• [Records for this exercise]
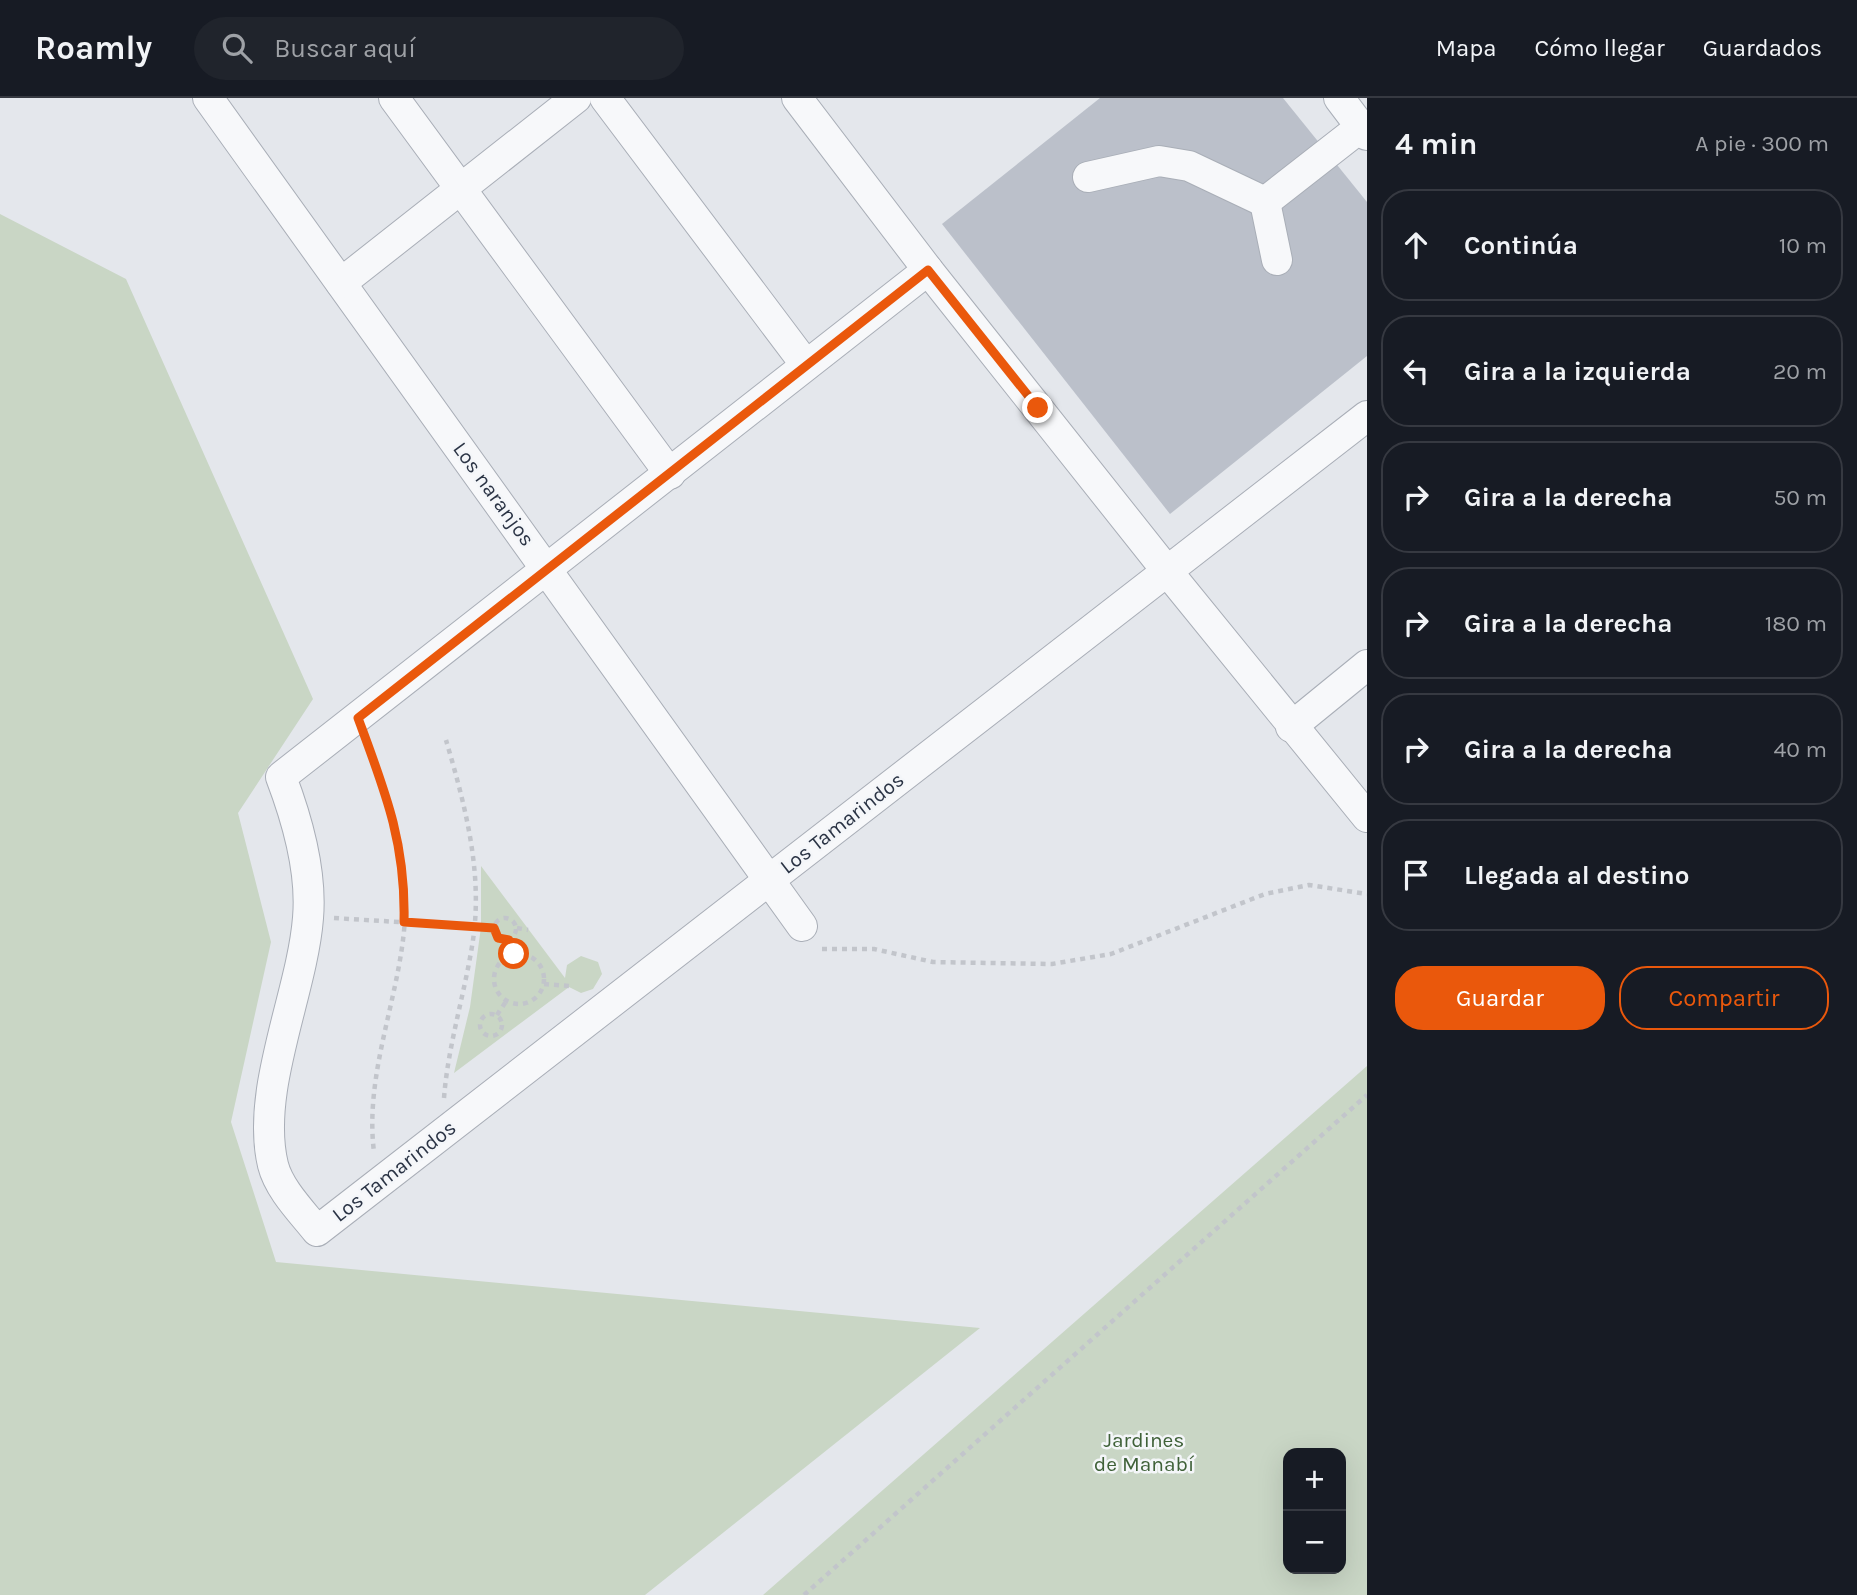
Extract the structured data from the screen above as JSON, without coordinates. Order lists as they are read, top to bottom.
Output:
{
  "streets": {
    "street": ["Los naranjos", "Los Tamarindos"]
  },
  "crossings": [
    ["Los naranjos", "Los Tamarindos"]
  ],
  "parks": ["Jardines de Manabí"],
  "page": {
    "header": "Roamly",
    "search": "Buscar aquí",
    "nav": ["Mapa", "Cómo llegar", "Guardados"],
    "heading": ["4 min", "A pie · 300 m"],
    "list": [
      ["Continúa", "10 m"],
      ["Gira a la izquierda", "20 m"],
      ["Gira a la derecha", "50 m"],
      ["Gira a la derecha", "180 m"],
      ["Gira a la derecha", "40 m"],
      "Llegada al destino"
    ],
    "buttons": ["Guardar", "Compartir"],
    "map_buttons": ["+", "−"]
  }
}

• [Goal of the exercise]
Only the pictures are dropped. Otherwise, write out the listing exactly.

• [Result of this exercise]
Extract the structured data from the screen above as JSON, without coordinates. Order lists as they are read, top to bottom.
Output:
{
  "streets": {
    "street": ["Los naranjos", "Los Tamarindos"]
  },
  "crossings": [
    ["Los naranjos", "Los Tamarindos"]
  ],
  "parks": ["Jardines de Manabí"],
  "page": {
    "header": "Roamly",
    "search": "Buscar aquí",
    "nav": ["Mapa", "Cómo llegar", "Guardados"],
    "heading": ["4 min", "A pie · 300 m"],
    "list": [
      ["Continúa", "10 m"],
      ["Gira a la izquierda", "20 m"],
      ["Gira a la derecha", "50 m"],
      ["Gira a la derecha", "180 m"],
      ["Gira a la derecha", "40 m"],
      "Llegada al destino"
    ],
    "buttons": ["Guardar", "Compartir"],
    "map_buttons": ["+", "−"]
  }
}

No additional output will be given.